Compute the k-means variance objective for a given clustering.
variance_objective(x, clusters)
A vector, matrix or data.frame of data points. Rows correspond to elements and columns correspond to features. A vector represents a single feature.
A vector representing (anti)clusters (e.g., returned
by anticlustering
or
balanced_clustering
)
The total within-cluster variance
The variance objective is given by the sum of the squared
errors between cluster centers and individual data points. It is the
objective function used in k-means clustering, see
kmeans
.
Jain, A. K. (2010). Data clustering: 50 years beyond k-means. Pattern Recognition Letters, 31, 651–666.
Papenberg, M., & Klau, G. W. (2021). Using anticlustering to partition data sets into equivalent parts. Psychological Methods, 26(2), 161–174. https://doi.org/10.1037/met0000301.

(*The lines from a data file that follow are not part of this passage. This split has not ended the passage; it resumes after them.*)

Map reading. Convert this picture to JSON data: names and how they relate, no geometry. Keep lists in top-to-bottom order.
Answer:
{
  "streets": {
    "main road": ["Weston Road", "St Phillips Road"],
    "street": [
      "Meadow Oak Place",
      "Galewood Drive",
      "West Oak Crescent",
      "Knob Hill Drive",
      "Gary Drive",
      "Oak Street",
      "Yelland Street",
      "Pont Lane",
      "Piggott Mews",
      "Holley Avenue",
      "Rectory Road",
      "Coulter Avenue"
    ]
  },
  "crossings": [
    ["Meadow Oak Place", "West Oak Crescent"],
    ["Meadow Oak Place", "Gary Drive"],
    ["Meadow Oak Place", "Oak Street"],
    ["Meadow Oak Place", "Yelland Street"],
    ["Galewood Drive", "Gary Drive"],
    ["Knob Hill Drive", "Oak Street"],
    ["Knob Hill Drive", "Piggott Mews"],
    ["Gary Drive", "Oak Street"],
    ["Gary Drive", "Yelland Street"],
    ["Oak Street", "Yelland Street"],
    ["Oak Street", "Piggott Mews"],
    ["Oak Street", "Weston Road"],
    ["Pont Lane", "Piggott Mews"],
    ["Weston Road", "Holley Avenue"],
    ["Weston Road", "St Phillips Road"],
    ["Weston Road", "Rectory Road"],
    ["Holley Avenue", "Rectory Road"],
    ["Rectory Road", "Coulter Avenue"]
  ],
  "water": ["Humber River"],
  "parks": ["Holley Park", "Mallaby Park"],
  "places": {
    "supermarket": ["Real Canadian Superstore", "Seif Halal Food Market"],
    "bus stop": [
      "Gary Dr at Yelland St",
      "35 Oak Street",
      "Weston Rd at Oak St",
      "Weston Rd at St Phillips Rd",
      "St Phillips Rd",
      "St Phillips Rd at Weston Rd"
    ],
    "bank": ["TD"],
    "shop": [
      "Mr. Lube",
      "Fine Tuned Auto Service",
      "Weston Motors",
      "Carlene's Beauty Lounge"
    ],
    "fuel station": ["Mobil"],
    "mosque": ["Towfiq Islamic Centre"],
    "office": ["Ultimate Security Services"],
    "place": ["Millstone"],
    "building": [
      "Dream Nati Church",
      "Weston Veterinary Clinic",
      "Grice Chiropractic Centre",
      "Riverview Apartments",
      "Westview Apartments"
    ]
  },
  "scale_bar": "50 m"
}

Späth, H. (1986). Anticlustering: Maximizing the variance criterion. Control and Cybernetics, 15, 213–218.
data(iris)
## Clustering
clusters <- balanced_clustering(
iris[, -5],
K = 3
)
# This is low:
variance_objective(
iris[, -5],
clusters
)
#> [1] 81.6306
## Anticlustering
anticlusters <- anticlustering(
iris[, -5],
K = 3,
objective = "variance"
)
# This is higher:
variance_objective(
iris[, -5],
anticlusters
)
#> [1] 681.3698
# Illustrate variance objective
N <- 18
data <- matrix(rnorm(N * 2), ncol = 2)
cl <- balanced_clustering(data, K = 3)
plot_clusters(data, cl, illustrate_variance = TRUE)